Exact copy, no pictures: take the lines of the listing below from the first through the one containing "inset:0; background:#dddad0; transform-origin:0".

▼▼▼

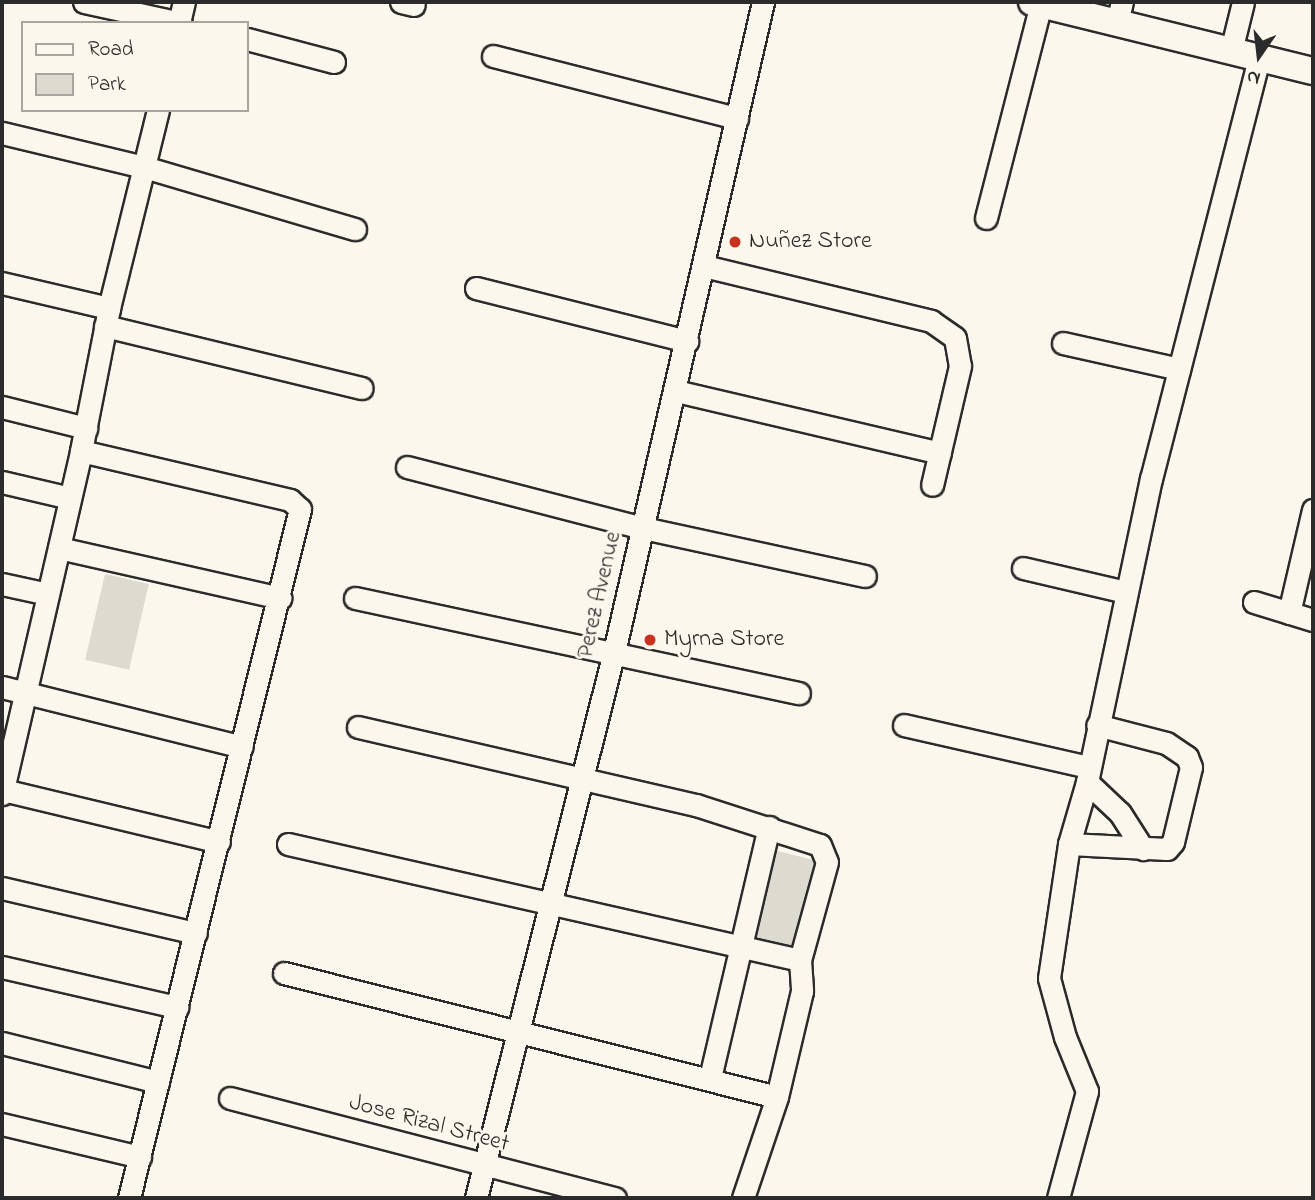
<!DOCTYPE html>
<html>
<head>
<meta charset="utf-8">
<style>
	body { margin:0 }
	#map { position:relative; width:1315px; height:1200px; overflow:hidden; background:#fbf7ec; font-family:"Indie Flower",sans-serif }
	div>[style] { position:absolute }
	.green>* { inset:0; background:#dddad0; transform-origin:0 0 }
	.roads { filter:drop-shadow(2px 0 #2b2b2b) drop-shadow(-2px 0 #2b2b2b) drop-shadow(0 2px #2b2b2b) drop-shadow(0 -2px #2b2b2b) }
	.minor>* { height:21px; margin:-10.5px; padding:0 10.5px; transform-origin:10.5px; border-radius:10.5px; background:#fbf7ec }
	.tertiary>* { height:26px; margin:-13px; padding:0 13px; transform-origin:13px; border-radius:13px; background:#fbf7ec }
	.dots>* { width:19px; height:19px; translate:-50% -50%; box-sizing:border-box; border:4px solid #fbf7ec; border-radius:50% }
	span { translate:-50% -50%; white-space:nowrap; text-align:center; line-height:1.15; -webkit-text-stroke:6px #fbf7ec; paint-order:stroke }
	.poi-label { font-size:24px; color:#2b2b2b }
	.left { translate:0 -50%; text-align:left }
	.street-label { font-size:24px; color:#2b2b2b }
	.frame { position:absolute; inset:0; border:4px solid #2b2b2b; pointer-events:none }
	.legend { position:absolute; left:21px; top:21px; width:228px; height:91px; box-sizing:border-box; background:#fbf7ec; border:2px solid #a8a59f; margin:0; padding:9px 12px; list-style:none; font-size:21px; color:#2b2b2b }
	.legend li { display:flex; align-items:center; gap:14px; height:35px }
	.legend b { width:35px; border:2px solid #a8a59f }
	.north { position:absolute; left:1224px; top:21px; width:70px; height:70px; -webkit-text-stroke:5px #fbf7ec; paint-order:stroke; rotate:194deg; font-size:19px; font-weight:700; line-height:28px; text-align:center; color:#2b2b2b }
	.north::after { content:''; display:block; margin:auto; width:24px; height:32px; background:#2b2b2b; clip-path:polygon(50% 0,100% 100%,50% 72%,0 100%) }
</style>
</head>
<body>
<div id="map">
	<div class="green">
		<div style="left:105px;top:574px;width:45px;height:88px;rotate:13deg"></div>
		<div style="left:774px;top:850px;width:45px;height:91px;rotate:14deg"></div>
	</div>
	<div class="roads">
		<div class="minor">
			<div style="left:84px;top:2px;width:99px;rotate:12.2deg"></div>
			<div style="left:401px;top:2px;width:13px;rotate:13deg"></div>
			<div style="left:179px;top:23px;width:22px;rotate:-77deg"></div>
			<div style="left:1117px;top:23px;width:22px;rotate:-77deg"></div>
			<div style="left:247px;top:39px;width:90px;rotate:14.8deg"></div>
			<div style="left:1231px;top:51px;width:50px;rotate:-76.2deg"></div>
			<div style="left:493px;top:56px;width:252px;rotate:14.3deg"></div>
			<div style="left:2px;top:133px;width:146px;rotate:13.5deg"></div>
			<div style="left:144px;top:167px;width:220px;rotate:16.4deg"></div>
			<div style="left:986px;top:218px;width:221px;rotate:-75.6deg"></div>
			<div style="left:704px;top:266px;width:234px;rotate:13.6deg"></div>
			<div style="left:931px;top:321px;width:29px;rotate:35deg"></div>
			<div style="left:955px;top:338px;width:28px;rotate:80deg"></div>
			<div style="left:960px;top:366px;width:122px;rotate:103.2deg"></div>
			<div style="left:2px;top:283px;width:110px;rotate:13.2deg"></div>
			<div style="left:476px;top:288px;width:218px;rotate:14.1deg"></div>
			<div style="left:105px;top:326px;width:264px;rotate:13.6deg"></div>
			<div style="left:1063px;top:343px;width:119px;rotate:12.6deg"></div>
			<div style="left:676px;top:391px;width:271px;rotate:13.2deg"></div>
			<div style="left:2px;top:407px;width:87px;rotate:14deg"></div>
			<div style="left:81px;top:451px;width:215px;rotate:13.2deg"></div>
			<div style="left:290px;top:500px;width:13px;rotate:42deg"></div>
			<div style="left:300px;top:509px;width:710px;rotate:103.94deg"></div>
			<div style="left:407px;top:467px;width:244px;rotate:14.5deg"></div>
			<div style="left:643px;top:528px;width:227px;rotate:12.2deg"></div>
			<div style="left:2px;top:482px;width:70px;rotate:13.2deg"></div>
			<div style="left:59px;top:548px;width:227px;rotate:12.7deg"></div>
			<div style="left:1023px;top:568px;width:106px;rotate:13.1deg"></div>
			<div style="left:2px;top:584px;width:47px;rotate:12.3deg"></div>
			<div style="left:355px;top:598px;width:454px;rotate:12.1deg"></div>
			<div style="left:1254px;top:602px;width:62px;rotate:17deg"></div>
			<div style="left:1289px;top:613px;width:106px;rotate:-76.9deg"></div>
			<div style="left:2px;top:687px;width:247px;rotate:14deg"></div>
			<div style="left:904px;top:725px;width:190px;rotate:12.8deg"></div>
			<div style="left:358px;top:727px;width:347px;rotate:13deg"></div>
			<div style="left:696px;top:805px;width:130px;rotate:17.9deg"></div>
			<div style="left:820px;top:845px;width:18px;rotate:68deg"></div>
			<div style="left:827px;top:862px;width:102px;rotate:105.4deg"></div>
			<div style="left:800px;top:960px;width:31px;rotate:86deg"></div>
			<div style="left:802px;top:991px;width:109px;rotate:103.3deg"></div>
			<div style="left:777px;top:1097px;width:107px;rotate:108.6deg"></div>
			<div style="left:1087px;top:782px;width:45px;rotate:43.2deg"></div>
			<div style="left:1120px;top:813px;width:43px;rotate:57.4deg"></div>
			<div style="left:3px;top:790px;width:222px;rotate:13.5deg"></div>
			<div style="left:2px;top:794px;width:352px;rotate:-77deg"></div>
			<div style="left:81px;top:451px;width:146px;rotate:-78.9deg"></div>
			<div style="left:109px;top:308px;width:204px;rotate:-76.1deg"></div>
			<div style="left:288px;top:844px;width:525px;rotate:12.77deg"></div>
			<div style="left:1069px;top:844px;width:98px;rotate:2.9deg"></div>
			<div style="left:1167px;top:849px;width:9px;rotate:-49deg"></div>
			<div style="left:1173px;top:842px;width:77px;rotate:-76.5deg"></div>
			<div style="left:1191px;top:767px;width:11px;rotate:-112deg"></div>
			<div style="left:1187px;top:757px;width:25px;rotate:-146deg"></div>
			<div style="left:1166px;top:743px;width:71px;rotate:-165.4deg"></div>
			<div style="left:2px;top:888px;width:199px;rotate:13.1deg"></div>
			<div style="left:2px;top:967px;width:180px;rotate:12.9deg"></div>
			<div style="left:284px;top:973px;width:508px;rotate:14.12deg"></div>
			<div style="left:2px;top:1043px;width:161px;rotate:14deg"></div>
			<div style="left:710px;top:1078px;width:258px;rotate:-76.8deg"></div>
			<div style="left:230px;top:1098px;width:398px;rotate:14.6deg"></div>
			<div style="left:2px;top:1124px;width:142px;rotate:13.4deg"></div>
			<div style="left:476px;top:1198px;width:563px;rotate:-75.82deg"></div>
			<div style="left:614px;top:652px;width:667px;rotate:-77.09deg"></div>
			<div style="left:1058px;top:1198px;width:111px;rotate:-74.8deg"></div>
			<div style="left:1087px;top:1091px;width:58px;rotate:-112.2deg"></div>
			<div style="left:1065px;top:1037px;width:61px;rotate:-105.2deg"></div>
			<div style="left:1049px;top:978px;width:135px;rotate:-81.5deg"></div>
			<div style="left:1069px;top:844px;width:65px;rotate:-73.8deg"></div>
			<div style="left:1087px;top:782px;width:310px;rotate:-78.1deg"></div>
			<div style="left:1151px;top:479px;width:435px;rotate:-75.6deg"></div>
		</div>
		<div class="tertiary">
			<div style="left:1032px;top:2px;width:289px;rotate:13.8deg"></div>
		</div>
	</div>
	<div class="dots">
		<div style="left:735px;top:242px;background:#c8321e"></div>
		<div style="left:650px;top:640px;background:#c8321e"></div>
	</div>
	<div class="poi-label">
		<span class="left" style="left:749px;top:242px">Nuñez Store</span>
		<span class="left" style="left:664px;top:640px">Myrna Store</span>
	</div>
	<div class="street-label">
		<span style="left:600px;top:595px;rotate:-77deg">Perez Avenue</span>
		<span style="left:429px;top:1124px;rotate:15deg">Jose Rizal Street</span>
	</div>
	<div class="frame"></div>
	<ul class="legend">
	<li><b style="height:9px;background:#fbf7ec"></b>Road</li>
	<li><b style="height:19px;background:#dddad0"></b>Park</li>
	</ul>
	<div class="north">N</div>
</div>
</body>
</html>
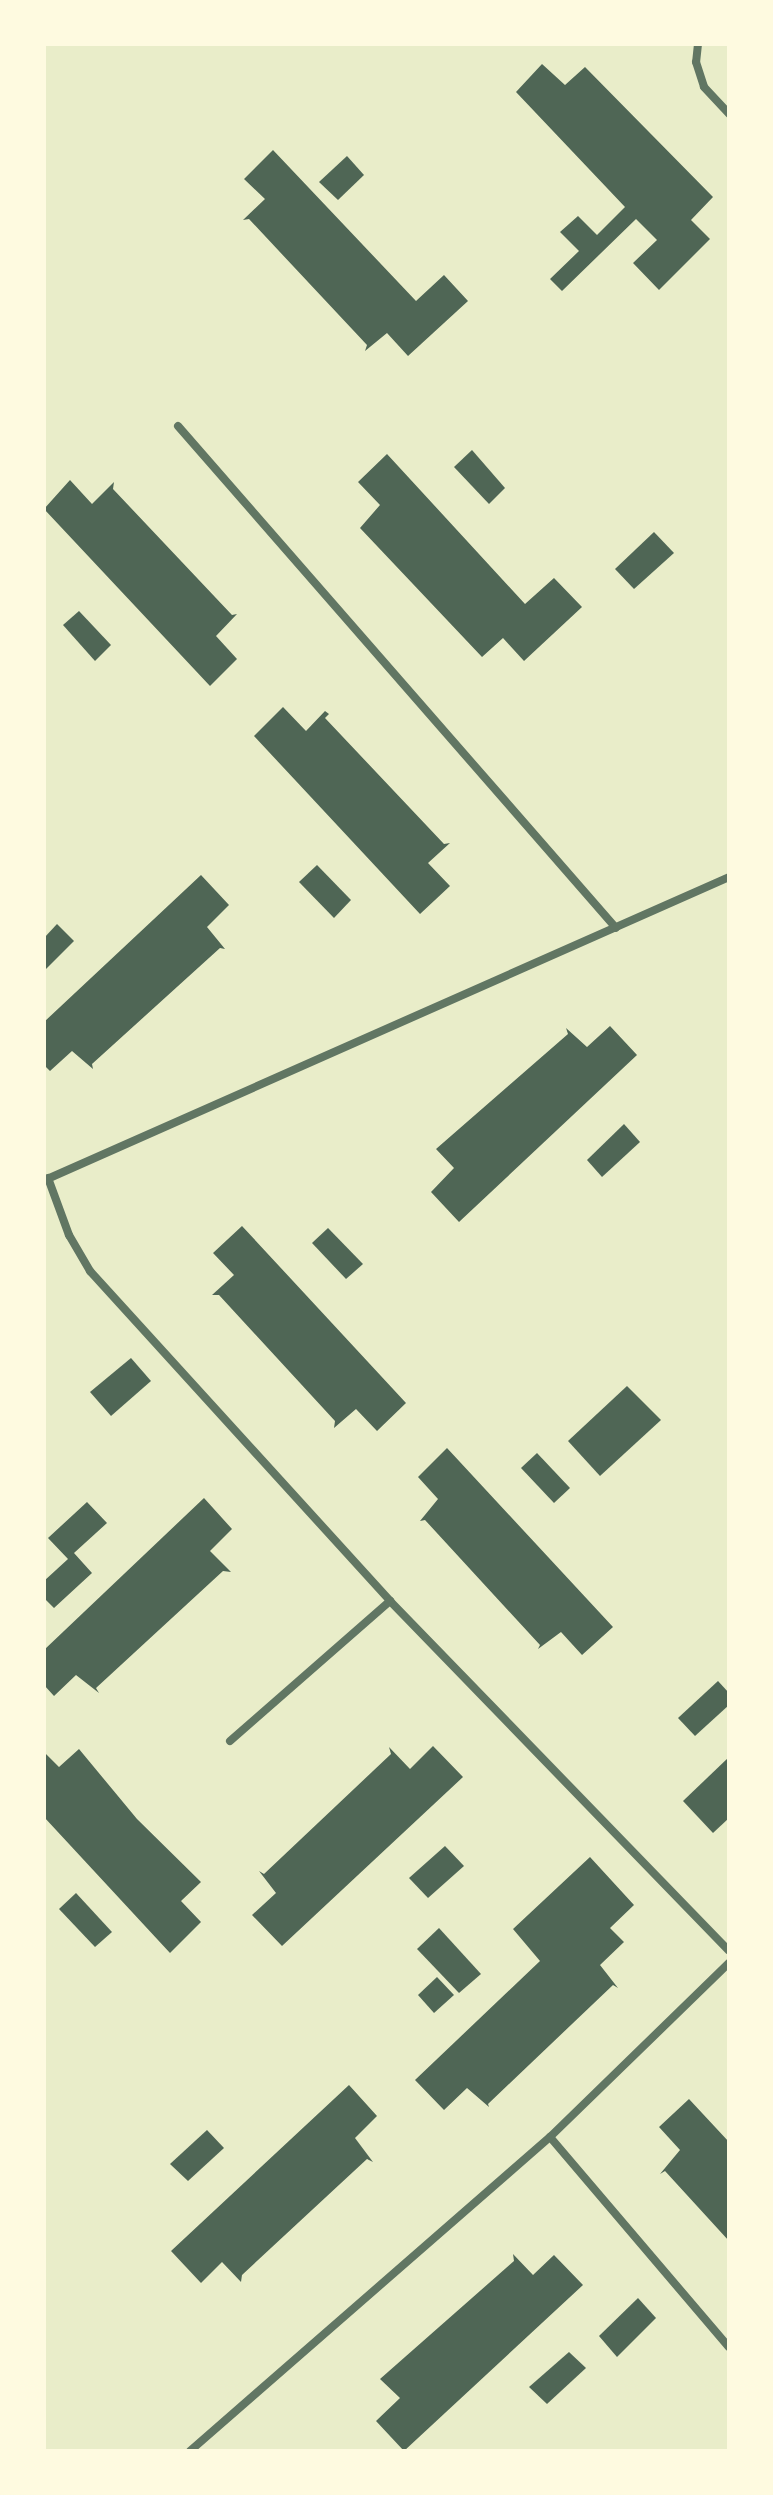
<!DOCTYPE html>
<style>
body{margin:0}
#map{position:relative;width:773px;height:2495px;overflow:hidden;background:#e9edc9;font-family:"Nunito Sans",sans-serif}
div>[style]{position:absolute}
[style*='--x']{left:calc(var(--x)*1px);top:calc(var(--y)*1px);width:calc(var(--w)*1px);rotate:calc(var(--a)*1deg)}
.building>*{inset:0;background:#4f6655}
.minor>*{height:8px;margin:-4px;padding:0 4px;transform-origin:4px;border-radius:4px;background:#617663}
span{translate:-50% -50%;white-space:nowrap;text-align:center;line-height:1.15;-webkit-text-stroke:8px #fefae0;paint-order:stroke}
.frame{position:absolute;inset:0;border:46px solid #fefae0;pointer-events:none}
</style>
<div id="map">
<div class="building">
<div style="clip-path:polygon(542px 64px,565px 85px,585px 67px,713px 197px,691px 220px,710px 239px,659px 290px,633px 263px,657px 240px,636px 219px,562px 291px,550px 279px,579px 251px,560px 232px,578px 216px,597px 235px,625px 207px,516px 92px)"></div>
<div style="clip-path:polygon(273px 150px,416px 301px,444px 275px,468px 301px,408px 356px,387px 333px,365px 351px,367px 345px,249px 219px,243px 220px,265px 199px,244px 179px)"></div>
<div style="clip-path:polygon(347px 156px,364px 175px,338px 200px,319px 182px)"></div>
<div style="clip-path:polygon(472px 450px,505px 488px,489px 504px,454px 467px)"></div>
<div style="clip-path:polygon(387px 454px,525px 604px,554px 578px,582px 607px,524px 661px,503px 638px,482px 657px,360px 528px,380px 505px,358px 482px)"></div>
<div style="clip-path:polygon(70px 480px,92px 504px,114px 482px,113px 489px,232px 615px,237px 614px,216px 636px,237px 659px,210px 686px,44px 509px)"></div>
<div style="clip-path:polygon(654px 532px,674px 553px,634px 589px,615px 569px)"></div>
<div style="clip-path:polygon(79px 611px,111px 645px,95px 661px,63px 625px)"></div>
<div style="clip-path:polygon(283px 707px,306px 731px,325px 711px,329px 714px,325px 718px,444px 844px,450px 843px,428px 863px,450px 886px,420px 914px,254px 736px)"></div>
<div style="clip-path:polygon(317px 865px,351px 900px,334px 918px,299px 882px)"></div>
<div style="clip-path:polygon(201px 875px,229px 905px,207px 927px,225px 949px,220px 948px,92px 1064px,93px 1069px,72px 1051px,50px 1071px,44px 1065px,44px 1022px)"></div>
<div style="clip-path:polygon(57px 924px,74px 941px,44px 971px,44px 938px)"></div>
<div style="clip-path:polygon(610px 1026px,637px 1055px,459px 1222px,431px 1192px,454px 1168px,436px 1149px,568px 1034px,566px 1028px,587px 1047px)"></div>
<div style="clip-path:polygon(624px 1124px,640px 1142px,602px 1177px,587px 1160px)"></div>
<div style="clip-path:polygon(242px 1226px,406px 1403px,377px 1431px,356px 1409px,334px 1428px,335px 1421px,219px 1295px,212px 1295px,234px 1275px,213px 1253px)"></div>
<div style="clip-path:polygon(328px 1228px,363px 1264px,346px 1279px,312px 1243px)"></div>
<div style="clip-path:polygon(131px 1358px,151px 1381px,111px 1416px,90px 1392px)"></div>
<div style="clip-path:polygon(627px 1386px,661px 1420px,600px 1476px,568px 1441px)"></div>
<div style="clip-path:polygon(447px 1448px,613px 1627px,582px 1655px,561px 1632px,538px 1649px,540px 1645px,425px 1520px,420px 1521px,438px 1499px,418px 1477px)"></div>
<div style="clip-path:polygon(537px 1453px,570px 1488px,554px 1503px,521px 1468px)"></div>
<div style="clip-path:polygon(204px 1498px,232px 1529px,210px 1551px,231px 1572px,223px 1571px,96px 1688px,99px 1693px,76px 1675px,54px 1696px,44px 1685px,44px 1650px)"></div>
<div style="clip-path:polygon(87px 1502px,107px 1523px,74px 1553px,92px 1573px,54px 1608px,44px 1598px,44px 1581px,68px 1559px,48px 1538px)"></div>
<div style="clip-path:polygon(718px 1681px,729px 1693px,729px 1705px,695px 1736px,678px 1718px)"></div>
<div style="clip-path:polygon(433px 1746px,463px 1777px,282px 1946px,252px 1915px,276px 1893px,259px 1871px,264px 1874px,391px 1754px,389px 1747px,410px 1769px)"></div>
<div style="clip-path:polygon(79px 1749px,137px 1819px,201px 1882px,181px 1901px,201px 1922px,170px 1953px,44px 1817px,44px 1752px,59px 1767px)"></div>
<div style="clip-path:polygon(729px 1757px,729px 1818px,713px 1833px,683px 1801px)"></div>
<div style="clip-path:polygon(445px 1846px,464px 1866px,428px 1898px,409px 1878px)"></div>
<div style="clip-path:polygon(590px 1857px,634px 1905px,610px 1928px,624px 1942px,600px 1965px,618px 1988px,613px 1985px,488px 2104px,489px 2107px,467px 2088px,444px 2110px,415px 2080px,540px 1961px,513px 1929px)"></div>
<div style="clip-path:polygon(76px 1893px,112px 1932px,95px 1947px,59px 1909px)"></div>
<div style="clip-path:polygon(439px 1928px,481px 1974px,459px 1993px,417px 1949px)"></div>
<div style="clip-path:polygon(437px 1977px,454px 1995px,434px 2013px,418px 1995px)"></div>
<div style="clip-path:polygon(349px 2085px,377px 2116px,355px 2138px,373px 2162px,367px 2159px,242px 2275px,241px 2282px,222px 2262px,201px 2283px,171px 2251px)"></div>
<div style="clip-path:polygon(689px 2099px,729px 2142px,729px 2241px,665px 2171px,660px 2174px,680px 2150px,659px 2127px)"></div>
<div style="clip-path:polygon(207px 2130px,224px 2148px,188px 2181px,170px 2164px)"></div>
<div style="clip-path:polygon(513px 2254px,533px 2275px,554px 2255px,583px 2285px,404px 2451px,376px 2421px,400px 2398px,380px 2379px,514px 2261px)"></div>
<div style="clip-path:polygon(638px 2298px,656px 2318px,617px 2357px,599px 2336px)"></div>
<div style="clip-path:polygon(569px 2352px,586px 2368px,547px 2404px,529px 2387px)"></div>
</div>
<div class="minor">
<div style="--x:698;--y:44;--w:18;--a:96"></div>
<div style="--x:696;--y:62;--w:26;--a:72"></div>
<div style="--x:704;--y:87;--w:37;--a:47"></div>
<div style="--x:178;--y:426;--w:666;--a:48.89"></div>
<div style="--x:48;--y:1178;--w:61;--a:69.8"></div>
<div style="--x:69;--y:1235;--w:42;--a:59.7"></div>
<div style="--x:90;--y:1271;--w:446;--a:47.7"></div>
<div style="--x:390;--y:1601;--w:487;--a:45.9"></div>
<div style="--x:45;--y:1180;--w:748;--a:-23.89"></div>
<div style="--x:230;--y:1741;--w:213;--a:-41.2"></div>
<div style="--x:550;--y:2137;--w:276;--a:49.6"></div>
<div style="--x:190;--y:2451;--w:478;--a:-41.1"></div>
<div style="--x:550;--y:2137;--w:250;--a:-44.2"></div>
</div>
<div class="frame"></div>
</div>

▲▲▲

• _SOLUTION TO THE PROBLEM_
<!DOCTYPE html>
<html>
<head>
<meta charset="utf-8">
<style>
	body { margin:0 }
	#map { position:relative; width:1315px; height:1200px; overflow:hidden; background:#fbf7ec; font-family:"Indie Flower",sans-serif }
	div>[style] { position:absolute }
	.green>* { inset:0; background:#dddad0; transform-origin:0 0 }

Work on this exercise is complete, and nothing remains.